## Work instruction:
In the data below, find the line containing "c.stroke(path);", then set down that line and every later line up to and including the line containing "[98,214,107,215,113,245,94,247,65,229,68,223,95,225]", exactly.

§ §

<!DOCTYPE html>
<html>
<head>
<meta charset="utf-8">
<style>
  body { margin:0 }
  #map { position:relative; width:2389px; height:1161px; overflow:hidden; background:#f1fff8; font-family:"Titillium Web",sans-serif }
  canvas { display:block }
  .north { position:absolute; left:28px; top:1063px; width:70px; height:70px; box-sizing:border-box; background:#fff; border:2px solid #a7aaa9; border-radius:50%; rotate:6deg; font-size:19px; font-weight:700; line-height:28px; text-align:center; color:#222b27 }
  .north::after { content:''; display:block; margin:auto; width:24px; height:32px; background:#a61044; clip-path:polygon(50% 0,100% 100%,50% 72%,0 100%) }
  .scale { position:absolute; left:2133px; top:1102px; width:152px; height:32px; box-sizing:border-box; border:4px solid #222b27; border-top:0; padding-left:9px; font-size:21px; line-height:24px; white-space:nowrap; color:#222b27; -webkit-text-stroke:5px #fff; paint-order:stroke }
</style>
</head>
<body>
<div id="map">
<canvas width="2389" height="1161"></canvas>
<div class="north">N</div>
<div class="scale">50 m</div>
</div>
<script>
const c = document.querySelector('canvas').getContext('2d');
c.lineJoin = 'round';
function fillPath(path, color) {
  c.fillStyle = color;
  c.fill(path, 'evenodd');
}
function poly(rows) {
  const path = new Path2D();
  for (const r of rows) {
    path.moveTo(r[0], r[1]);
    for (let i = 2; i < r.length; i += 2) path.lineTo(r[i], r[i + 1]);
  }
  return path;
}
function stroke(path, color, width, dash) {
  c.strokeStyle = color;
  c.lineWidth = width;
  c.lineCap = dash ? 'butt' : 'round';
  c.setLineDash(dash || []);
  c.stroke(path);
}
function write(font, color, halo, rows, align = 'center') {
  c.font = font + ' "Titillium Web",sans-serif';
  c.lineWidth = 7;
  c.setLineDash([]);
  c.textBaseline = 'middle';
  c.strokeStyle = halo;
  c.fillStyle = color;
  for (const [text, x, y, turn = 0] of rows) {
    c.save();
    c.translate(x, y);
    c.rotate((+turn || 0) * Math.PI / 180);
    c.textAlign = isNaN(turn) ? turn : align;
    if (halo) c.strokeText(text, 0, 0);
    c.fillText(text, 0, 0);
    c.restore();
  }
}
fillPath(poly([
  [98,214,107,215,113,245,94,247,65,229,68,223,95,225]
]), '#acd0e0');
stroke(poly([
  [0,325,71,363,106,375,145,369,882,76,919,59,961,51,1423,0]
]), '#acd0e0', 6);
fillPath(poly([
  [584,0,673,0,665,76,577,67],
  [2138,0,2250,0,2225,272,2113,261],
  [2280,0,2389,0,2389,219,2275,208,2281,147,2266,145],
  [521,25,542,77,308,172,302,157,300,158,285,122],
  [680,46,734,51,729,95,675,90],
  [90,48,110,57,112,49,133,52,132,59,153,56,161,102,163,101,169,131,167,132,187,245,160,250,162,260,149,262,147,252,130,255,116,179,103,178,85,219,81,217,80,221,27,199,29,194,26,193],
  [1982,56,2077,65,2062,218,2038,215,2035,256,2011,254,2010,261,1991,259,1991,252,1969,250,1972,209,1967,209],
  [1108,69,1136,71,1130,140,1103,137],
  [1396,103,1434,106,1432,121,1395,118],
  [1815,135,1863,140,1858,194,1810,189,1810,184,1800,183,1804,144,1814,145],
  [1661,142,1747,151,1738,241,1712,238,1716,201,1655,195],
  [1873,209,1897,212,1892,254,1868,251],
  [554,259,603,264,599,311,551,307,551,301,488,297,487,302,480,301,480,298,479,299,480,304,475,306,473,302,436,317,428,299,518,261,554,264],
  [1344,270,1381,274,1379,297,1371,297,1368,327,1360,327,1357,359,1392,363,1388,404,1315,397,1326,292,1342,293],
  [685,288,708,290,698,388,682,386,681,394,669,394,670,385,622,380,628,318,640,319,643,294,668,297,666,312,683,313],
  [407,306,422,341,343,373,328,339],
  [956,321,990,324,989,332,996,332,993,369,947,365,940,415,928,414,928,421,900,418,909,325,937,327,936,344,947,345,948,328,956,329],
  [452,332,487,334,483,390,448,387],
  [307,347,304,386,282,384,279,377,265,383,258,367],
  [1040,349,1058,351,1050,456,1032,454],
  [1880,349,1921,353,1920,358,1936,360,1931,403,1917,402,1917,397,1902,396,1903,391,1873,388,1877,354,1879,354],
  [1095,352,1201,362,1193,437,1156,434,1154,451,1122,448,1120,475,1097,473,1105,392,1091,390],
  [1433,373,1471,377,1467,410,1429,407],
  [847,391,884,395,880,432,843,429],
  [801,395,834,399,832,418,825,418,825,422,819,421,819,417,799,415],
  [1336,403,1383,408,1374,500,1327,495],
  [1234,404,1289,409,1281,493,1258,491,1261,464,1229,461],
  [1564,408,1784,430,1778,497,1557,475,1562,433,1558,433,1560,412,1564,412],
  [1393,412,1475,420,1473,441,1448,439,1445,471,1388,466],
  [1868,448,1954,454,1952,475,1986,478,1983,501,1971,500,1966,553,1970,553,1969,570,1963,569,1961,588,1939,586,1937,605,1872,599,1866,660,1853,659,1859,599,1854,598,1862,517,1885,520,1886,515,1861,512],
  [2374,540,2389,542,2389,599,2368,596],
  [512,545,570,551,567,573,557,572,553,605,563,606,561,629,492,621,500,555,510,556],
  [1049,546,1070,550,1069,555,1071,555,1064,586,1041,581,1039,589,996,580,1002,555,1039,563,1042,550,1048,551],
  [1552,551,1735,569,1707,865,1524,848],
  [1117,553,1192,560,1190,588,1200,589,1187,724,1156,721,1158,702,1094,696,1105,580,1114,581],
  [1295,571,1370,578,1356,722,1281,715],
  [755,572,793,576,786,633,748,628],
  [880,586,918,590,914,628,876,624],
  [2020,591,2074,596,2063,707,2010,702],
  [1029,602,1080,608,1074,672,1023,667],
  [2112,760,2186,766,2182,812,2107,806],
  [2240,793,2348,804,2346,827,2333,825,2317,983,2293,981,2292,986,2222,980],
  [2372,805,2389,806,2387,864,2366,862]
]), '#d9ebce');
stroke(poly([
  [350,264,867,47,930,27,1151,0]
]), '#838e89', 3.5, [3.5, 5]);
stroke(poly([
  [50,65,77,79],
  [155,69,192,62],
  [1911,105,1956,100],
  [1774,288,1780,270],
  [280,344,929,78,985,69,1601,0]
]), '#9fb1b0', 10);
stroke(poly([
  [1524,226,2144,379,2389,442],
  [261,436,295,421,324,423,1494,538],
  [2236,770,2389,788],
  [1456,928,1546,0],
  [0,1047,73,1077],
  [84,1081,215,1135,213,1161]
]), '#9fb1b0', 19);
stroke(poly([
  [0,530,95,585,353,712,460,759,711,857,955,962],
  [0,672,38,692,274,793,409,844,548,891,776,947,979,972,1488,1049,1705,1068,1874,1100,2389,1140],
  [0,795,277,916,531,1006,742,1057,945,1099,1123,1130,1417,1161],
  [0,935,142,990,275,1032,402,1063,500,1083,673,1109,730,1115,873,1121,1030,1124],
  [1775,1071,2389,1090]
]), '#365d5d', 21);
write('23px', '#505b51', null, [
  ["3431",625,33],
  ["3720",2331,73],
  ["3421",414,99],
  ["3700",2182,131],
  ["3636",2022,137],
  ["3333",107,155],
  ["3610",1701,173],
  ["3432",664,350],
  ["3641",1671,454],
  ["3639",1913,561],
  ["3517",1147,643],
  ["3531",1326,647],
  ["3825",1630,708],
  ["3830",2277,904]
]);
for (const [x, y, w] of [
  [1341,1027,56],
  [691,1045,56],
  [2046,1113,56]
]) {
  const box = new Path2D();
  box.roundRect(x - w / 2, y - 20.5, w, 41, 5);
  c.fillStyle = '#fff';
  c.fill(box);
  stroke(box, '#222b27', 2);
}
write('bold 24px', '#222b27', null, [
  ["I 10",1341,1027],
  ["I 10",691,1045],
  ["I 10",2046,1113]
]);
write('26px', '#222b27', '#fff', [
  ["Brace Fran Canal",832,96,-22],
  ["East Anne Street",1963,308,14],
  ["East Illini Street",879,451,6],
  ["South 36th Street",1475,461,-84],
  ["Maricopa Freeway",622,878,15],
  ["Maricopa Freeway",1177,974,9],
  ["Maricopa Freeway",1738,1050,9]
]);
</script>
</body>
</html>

§ §

## Response area:
  c.stroke(path);
}
function write(font, color, halo, rows, align = 'center') {
  c.font = font + ' "Titillium Web",sans-serif';
  c.lineWidth = 7;
  c.setLineDash([]);
  c.textBaseline = 'middle';
  c.strokeStyle = halo;
  c.fillStyle = color;
  for (const [text, x, y, turn = 0] of rows) {
    c.save();
    c.translate(x, y);
    c.rotate((+turn || 0) * Math.PI / 180);
    c.textAlign = isNaN(turn) ? turn : align;
    if (halo) c.strokeText(text, 0, 0);
    c.fillText(text, 0, 0);
    c.restore();
  }
}
fillPath(poly([
  [98,214,107,215,113,245,94,247,65,229,68,223,95,225]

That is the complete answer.